仙台の消防団で不正受給 監査委員が市長に返還を勧告 | 公務員ニュース

仙台の消防団で不正受給 監査委員が市長に返還を勧告

宮城県仙台市内の消防団において出場報酬が不正に受給されていた問題で、同市の監査委員は5日、活動の実態がないまま請求されていた団員2人分の合計8,800円について、該当する団員に返還させるよう市長に対して勧告を行いました。
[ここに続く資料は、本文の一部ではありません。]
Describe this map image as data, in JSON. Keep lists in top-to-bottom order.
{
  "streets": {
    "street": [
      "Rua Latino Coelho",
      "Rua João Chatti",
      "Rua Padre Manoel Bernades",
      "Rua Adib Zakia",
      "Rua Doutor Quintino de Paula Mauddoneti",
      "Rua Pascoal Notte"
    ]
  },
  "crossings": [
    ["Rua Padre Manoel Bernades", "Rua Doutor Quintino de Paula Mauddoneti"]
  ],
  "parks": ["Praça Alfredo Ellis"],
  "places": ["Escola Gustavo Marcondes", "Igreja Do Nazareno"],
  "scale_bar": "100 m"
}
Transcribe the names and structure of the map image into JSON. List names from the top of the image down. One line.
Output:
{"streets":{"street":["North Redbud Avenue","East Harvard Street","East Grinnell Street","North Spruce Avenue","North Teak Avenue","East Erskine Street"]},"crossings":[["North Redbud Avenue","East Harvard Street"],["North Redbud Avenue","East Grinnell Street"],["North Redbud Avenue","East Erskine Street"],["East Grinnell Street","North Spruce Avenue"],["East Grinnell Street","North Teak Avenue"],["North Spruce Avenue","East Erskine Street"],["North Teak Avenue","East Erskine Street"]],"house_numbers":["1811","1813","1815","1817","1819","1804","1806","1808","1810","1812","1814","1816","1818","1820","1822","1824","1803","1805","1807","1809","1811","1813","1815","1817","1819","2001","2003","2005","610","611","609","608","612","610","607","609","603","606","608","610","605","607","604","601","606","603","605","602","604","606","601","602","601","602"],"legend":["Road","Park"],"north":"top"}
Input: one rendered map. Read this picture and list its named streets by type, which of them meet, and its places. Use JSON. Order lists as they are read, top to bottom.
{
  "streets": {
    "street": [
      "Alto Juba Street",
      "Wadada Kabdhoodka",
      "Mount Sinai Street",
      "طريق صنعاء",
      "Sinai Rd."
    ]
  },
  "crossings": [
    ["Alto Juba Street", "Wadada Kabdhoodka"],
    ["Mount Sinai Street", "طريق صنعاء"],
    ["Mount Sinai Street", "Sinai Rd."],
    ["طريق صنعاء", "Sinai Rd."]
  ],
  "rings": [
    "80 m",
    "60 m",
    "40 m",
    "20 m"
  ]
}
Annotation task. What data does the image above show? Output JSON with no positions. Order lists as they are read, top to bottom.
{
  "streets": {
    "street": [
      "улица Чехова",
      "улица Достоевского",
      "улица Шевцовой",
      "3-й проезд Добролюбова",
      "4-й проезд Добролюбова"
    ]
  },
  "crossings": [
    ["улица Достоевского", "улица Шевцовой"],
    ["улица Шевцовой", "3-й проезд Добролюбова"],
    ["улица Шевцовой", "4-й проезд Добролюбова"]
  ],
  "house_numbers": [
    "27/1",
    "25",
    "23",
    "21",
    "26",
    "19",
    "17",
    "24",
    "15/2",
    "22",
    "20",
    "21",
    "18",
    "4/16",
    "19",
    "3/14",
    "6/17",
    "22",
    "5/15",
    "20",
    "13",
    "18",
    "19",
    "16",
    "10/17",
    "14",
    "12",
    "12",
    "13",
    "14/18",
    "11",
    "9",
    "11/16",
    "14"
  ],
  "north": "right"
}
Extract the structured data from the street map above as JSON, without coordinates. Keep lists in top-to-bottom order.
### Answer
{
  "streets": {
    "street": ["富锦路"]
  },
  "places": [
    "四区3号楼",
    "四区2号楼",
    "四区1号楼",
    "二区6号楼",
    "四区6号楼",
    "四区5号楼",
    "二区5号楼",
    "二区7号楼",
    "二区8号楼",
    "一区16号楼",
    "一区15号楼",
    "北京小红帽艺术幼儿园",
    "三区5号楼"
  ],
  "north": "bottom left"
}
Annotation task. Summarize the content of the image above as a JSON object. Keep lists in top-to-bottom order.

返還の期限は30日とされています。この2人は、すでに処分が行われた団員とは別の人物とのことです。

この問題は、住民1人が4月10日に住民監査請求を行ったことで明らかになりました。請求を行った住民は、宮城野消防団の1分団で自身が庶務を担当していた2024年2月から2025年4月までの期間に、組織的な架空請求が計113件(約49万7,000円)にわたって続いていたとし、分団に対して公金の返還を求めるよう請求していました。

住民の話によると、幹部会議という名目で居酒屋での飲食代を請求したり、団員に支給される年間の報酬の一部を分団の運営費として強制的に集めたりしていたとされています。住民は2025年5月に市へ内部通報を行い、それを受けて市消防局が調査を実施したものの、2026年2月に発表された調査結果が不十分であったことから、今回の監査請求に至ったと説明しています。

今回の監査結果では、2025年3月3日の春季火災予防運動における防火広報やビラ配りの活動として請求されていた2人分の計8,800円について、実際の活動が行われていなかったと認定されました。一方で、上役などからの指示によって組織的に行われたと認めることはできないと判断され、団員個人に返還を求めるよう市長に勧告する形となりました。

監査結果の発表を受けて市消防局は、勧告を真摯に受け止め、再発防止に努めるというコメントを出しています。

現在、市消防局は市内にある全ての消防団(7消防団56分団、団員約1,770人)を対象に、保管されている過去5年分の書類から出動した団員の数や活動の実態などを確認し、公金から支払われる出場報酬が適切に処理されているかどうかの調査を進めています。